Task to carry out :: Until you reach the line containing "display:block; font-size:30px; white-space:nowrap", reproduce each line of the listing exactly, please, and include that line as well.
┌─ Records for this task
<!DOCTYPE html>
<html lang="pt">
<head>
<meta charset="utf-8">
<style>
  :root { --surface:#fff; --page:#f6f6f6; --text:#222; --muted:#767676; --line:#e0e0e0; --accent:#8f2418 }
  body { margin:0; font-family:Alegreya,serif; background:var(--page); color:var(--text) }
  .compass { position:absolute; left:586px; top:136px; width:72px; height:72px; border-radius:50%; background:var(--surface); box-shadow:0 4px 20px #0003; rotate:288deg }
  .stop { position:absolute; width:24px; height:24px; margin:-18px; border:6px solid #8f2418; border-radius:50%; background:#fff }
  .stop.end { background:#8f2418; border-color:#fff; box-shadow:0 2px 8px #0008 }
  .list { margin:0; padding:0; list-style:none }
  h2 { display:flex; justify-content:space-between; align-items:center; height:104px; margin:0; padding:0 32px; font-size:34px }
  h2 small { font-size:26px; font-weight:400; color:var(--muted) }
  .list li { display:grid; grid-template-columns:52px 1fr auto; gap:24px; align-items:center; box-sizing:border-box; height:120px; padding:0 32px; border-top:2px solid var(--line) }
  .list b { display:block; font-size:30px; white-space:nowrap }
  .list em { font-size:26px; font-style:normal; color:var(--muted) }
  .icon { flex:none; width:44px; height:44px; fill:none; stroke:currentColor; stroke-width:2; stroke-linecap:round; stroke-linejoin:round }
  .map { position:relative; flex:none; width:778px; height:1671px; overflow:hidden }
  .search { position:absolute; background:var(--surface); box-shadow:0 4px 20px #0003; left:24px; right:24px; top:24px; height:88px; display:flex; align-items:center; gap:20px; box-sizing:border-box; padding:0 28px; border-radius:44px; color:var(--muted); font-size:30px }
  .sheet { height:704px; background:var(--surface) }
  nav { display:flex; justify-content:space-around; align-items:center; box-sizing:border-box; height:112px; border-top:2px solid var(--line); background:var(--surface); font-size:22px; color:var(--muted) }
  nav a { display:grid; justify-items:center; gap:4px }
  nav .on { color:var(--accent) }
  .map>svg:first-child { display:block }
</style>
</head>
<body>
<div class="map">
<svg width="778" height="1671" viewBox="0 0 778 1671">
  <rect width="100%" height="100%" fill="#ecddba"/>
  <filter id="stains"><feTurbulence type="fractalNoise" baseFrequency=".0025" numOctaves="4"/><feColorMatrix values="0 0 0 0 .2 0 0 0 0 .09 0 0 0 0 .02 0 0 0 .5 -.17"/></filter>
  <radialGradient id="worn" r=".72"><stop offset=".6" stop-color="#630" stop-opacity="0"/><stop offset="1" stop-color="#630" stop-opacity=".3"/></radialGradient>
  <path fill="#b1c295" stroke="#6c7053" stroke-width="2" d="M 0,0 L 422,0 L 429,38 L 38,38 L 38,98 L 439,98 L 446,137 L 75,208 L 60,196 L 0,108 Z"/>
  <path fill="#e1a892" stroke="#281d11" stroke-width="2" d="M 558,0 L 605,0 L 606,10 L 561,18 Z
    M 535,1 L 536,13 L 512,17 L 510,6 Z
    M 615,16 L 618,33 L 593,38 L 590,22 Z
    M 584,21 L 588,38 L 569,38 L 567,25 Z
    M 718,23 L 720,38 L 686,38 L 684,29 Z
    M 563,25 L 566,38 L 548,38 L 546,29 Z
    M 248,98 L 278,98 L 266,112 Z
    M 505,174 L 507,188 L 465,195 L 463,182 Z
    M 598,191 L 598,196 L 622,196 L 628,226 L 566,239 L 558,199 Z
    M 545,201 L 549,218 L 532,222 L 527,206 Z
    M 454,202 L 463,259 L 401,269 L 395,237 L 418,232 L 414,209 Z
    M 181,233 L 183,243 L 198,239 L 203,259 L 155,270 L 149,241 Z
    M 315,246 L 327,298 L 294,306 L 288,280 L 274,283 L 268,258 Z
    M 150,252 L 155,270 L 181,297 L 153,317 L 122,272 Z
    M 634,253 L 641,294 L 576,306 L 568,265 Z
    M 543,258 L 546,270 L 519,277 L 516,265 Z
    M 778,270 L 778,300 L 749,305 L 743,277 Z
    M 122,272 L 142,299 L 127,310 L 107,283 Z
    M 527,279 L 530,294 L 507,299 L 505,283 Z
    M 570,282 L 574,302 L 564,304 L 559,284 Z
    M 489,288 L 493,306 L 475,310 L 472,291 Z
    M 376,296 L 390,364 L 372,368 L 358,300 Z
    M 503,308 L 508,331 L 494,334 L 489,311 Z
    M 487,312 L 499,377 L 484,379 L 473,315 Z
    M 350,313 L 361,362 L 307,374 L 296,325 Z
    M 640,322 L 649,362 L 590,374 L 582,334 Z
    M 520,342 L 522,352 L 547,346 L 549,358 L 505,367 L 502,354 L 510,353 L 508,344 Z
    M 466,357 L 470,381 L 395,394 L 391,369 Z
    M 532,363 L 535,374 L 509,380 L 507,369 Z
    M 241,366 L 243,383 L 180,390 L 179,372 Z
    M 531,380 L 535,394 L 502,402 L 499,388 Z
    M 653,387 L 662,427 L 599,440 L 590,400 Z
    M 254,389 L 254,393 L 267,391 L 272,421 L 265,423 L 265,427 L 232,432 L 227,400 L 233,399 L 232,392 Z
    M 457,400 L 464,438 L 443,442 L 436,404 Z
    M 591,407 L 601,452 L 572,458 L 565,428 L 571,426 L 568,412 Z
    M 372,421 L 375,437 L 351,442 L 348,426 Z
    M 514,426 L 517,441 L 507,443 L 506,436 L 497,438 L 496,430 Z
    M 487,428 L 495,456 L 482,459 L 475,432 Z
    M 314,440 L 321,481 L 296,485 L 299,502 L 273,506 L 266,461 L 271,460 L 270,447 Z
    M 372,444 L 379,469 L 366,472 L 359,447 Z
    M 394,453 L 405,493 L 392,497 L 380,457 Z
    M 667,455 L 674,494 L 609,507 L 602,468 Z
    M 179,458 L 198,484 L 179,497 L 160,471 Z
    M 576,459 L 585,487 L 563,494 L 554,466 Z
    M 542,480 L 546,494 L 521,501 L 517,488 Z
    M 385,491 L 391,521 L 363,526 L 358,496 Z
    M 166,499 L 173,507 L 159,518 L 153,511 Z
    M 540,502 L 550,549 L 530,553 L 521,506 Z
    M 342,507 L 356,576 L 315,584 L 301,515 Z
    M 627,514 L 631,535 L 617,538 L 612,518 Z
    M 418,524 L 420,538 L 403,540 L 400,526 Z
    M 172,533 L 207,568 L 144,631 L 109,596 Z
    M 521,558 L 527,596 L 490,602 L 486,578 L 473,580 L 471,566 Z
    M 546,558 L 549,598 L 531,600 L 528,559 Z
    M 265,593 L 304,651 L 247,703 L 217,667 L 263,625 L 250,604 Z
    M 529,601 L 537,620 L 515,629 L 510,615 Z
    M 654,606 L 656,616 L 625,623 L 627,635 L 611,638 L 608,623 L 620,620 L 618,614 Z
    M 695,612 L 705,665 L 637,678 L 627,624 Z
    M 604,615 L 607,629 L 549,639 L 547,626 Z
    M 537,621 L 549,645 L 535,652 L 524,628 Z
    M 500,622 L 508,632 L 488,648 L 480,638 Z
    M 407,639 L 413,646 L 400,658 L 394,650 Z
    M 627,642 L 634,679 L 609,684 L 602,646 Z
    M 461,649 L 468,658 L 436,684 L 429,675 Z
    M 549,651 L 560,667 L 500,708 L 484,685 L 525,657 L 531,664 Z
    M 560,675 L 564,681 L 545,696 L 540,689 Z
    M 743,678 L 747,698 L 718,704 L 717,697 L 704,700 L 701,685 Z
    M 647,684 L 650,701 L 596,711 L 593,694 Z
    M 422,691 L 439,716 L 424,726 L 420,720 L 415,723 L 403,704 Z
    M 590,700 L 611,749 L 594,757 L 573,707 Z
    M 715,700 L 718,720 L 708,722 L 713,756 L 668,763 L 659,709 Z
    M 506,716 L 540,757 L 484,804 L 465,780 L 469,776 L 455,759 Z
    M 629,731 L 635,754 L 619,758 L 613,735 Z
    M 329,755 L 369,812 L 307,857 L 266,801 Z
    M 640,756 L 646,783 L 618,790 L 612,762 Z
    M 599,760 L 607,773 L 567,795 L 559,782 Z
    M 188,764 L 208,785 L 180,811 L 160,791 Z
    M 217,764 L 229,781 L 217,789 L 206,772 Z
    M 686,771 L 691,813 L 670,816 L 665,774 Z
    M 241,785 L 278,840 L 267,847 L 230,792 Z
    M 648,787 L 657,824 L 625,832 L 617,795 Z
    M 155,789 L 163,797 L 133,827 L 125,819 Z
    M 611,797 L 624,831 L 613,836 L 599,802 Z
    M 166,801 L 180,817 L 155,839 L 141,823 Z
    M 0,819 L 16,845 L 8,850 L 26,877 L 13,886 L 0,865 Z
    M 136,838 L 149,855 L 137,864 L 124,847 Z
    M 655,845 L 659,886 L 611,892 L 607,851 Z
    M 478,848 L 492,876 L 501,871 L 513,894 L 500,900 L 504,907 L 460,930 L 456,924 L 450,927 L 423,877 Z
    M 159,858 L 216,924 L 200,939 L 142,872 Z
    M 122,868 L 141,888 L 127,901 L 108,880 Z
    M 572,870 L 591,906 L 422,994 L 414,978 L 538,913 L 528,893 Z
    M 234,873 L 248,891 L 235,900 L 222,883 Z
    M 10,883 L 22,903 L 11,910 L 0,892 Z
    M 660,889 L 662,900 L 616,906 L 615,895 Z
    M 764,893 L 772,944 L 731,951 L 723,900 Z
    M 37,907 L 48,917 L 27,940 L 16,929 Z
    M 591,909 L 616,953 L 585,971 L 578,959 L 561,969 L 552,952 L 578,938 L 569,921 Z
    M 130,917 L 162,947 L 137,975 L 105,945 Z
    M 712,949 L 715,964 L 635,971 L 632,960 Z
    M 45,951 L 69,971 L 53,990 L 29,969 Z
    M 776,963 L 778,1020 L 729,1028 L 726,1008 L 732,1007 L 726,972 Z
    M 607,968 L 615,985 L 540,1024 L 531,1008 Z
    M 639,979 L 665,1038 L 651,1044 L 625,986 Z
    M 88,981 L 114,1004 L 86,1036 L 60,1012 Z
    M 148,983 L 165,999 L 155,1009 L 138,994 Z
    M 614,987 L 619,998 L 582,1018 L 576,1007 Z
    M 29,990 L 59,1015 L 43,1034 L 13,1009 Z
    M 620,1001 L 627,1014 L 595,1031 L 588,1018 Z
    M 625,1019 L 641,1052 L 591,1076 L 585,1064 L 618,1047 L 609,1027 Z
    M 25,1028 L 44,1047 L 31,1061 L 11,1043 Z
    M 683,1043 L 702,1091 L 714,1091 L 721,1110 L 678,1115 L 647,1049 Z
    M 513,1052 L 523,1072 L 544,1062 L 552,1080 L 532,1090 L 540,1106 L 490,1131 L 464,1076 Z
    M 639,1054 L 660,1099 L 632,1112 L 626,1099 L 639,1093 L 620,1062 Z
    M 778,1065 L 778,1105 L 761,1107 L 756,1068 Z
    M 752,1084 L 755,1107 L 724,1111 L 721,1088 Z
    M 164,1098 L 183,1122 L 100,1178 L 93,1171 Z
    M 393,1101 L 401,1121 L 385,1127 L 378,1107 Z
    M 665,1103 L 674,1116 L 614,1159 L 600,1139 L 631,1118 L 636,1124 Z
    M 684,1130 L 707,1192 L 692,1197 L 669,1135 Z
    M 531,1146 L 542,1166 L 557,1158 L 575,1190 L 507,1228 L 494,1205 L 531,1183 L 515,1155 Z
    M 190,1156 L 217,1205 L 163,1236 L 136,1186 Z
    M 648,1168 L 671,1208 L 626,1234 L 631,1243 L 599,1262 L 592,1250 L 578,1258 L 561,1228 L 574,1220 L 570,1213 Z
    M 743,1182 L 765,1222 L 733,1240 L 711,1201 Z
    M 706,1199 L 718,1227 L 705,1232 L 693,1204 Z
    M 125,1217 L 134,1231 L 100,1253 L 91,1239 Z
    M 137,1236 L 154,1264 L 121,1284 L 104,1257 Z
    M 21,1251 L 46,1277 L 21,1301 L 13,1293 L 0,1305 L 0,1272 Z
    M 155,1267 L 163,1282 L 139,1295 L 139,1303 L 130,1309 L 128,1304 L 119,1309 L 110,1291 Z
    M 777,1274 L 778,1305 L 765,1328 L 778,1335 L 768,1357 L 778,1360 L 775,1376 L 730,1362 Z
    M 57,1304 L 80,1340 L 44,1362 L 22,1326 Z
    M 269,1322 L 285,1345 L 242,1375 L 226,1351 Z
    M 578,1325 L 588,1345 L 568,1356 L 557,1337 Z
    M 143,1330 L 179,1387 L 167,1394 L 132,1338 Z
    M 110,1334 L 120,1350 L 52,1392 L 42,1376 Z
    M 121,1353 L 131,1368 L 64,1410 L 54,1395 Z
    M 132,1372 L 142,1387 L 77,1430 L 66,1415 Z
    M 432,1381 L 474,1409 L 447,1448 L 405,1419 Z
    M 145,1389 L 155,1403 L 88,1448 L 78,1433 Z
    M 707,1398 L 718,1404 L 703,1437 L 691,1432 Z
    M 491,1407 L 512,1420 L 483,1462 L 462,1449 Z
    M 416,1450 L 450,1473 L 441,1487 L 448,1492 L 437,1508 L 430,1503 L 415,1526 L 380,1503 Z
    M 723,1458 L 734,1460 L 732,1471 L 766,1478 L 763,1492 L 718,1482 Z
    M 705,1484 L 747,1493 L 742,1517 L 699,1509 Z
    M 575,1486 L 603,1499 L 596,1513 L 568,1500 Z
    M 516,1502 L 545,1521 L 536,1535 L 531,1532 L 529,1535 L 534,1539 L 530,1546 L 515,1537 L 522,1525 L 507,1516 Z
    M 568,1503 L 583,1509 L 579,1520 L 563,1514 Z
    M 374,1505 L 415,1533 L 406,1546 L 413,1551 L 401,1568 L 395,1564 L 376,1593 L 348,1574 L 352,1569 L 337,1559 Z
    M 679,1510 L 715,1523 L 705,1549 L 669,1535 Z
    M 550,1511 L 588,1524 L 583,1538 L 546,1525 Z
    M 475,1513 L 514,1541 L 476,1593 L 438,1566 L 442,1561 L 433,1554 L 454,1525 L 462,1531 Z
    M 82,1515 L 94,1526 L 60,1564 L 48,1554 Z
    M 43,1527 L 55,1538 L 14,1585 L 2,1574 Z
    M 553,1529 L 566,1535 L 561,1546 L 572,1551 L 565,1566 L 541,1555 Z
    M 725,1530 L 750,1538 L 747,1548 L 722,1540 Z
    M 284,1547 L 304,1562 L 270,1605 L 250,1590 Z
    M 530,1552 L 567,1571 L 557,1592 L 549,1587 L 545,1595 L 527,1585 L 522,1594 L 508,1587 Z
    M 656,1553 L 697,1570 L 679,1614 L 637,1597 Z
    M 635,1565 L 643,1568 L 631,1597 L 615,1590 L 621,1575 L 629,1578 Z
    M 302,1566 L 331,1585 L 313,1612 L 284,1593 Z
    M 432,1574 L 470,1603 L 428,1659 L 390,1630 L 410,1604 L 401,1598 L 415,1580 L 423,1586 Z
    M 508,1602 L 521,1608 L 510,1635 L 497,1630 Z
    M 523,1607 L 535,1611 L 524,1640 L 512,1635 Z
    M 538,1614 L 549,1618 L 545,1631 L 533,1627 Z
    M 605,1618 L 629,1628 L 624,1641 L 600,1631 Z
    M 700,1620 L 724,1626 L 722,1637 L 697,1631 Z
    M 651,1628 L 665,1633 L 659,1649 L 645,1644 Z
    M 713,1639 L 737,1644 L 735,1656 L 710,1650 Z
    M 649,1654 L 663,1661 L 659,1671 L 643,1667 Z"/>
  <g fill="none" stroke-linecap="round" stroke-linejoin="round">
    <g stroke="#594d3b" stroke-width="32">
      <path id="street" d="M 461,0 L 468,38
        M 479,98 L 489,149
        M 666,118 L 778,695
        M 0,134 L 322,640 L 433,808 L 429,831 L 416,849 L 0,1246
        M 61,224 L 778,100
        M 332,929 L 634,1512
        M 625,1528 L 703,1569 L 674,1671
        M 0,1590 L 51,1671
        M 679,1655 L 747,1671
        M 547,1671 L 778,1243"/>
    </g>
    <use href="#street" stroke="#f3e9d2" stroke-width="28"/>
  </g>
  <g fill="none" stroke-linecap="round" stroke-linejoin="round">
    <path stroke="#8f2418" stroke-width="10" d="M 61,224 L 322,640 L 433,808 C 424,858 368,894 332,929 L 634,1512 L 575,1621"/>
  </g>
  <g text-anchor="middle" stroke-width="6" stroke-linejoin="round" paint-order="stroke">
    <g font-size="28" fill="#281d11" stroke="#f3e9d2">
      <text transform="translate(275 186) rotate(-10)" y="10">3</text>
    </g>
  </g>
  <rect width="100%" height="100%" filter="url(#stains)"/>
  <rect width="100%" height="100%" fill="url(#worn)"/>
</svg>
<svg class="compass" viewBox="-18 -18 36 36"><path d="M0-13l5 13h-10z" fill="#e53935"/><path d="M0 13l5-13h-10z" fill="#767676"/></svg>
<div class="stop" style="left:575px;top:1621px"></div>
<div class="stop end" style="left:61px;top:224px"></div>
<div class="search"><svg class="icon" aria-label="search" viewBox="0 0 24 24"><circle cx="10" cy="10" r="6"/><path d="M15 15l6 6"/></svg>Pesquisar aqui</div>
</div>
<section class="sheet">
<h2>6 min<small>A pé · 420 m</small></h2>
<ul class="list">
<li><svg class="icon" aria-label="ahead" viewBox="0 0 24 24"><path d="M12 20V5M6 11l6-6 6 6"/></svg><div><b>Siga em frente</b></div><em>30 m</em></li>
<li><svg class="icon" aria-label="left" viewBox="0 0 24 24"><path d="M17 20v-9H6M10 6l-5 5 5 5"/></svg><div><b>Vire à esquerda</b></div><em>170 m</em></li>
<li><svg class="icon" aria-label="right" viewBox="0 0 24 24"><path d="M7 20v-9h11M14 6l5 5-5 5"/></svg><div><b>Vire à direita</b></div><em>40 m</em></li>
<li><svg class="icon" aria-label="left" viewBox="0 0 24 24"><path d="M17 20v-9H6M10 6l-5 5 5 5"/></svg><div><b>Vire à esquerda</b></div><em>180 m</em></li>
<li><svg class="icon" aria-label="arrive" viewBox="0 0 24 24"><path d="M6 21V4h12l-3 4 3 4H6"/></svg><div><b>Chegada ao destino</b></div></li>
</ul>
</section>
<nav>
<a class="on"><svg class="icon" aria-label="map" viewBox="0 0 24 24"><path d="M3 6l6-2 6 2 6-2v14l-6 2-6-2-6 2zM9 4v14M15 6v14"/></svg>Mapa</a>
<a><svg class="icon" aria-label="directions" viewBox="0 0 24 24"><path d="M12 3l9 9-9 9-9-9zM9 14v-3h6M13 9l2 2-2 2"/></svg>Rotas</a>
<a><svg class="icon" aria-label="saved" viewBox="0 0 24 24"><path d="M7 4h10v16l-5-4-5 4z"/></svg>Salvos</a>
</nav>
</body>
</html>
└─
Result of this task ::
<!DOCTYPE html>
<html lang="pt">
<head>
<meta charset="utf-8">
<style>
  :root { --surface:#fff; --page:#f6f6f6; --text:#222; --muted:#767676; --line:#e0e0e0; --accent:#8f2418 }
  body { margin:0; font-family:Alegreya,serif; background:var(--page); color:var(--text) }
  .compass { position:absolute; left:586px; top:136px; width:72px; height:72px; border-radius:50%; background:var(--surface); box-shadow:0 4px 20px #0003; rotate:288deg }
  .stop { position:absolute; width:24px; height:24px; margin:-18px; border:6px solid #8f2418; border-radius:50%; background:#fff }
  .stop.end { background:#8f2418; border-color:#fff; box-shadow:0 2px 8px #0008 }
  .list { margin:0; padding:0; list-style:none }
  h2 { display:flex; justify-content:space-between; align-items:center; height:104px; margin:0; padding:0 32px; font-size:34px }
  h2 small { font-size:26px; font-weight:400; color:var(--muted) }
  .list li { display:grid; grid-template-columns:52px 1fr auto; gap:24px; align-items:center; box-sizing:border-box; height:120px; padding:0 32px; border-top:2px solid var(--line) }
  .list b { display:block; font-size:30px; white-space:nowrap }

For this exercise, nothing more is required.